Schlieman, elbette, güle oynaya, Osmanlı idaresine 50 bin frank öder. Çünkü: hazinenin gerçek değerinin 1 milyon frank olduğunu bilmektedir. Ama; malum Osmanlılar asla bu tür şeylere önem vermediklerinden, 50 bin frank alınır ve konu kapanır. Bunu niye anlatıyorum? Çünkü; günümüzde, hazineyi elinde bulunduranlar, Osmanlı idaresinin aldığı bu para ile, hazine üzerinde söz hakkının bulunmadığını söylemektedirler. Takdiri size kalmış, 10 bin frank. Ama; sonuçta, kabullenilmiş bir para, ne söyleyeceğimi bilmiyorum.

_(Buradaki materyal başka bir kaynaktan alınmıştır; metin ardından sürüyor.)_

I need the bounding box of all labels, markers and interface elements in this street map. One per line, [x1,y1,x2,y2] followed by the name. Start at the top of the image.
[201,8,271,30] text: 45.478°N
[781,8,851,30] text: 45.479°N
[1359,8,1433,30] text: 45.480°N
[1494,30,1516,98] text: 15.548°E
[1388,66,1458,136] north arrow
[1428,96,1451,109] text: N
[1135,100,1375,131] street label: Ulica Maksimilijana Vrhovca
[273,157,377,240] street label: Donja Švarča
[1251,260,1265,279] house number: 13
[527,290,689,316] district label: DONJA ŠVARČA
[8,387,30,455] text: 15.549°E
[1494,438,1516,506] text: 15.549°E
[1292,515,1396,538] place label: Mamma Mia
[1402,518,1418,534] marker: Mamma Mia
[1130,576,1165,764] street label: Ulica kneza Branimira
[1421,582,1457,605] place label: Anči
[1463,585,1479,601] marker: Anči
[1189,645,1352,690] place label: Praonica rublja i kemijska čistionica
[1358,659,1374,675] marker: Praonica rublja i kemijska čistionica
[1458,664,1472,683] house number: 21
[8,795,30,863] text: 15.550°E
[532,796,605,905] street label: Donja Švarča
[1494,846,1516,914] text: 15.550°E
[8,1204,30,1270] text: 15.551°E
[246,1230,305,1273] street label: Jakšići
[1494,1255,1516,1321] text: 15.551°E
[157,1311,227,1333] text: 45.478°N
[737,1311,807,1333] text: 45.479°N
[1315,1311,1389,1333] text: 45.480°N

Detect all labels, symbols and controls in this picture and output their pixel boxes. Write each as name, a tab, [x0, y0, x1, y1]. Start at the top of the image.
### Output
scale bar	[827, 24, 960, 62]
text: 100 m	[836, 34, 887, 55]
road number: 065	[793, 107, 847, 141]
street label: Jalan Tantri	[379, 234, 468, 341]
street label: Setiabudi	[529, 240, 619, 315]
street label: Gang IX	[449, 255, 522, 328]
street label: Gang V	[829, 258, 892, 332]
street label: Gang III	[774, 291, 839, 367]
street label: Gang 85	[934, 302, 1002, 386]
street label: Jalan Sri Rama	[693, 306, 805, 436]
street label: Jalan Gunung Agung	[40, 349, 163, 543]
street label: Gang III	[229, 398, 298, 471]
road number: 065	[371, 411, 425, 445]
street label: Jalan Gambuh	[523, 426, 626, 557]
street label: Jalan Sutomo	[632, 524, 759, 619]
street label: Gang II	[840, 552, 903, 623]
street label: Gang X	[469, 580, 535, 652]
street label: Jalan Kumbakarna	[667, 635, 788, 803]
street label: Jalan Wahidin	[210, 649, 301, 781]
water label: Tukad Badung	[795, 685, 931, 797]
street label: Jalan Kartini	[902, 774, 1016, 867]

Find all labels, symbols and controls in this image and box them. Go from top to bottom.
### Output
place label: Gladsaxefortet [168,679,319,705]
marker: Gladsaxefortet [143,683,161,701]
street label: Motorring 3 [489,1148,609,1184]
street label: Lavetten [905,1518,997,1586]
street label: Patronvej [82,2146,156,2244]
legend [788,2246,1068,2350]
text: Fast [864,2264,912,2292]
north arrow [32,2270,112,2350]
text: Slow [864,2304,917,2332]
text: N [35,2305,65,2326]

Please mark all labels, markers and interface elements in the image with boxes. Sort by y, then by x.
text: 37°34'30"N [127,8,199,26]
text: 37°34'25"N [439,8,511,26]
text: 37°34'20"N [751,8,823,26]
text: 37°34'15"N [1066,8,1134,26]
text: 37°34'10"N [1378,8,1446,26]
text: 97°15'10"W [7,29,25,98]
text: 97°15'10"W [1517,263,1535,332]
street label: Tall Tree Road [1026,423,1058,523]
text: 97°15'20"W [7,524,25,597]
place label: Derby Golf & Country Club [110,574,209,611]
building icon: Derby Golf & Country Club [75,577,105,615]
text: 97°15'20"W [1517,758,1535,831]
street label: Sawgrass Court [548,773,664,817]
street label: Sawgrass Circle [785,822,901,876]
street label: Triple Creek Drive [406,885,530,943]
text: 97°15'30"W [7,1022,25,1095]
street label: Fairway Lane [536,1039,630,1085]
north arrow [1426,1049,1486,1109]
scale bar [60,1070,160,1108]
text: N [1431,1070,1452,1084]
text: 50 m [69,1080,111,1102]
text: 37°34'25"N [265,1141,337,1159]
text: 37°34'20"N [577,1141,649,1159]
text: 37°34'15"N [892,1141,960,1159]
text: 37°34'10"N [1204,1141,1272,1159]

Evet; devam edelim. Schlieman; hazineyi Yunanlılara teklif eder, kabul görmez. Sonra Almanlar. Evet; Almanlar kabul eder ve hazine Berlin Müzesine yerleştirilir.
2’nci Dünya Savaşında, hazine Müze yanındaki hayvanat bahçesinde saklanır ve savaş bitiminde, hazineden bir daha haber alınamaz. Derken; 1991 yılında, binlerce parçadan oluşan hazinenin en değerli parçalarının, Rusya-Moskova’da Puşkin Müzesinde bulunduğu açıklanır.16 Nisan 1996 tarihinde ise; hazine, Ruslar tarafından, Almanya’dan alınan kurşun geçirmez vitrinlerde sergilenmeye başlanır.
Olağanüstü güvenlik önlemleri alınır. Hırsızlıkla elde ettikleri hazinenin, ellerinden çalınmasından korkmaktadırlar. Sonuçta: Ruslar ve Almanlar arasındaki hazine pazarlığı, Rusların şu sözleri üzerine biter: Şöyle ki, Ruslar ” Hitler’in 2’nci Dünya savaşında, Ruslara verdiği zararların tazminatı olarak hazineyi aldıklarını ” söylerler. Bakın, görüyor musunuz, Ruslar ve Almanlar arasında, hazinenin sahipliği için kıyasıya rekabet olurken, hazinenin anavatanı Anadolu’yu düşünen, Türkiye’nin fikrini soran yok. Düşünebiliyor musunuz ki, bu hazine bir Rus veya Alman topraklarından çıkarılmış ve bir Türk tarafından çalınmış olsun, nasıl gürültü koparacaklarını bir düşünün lütfen.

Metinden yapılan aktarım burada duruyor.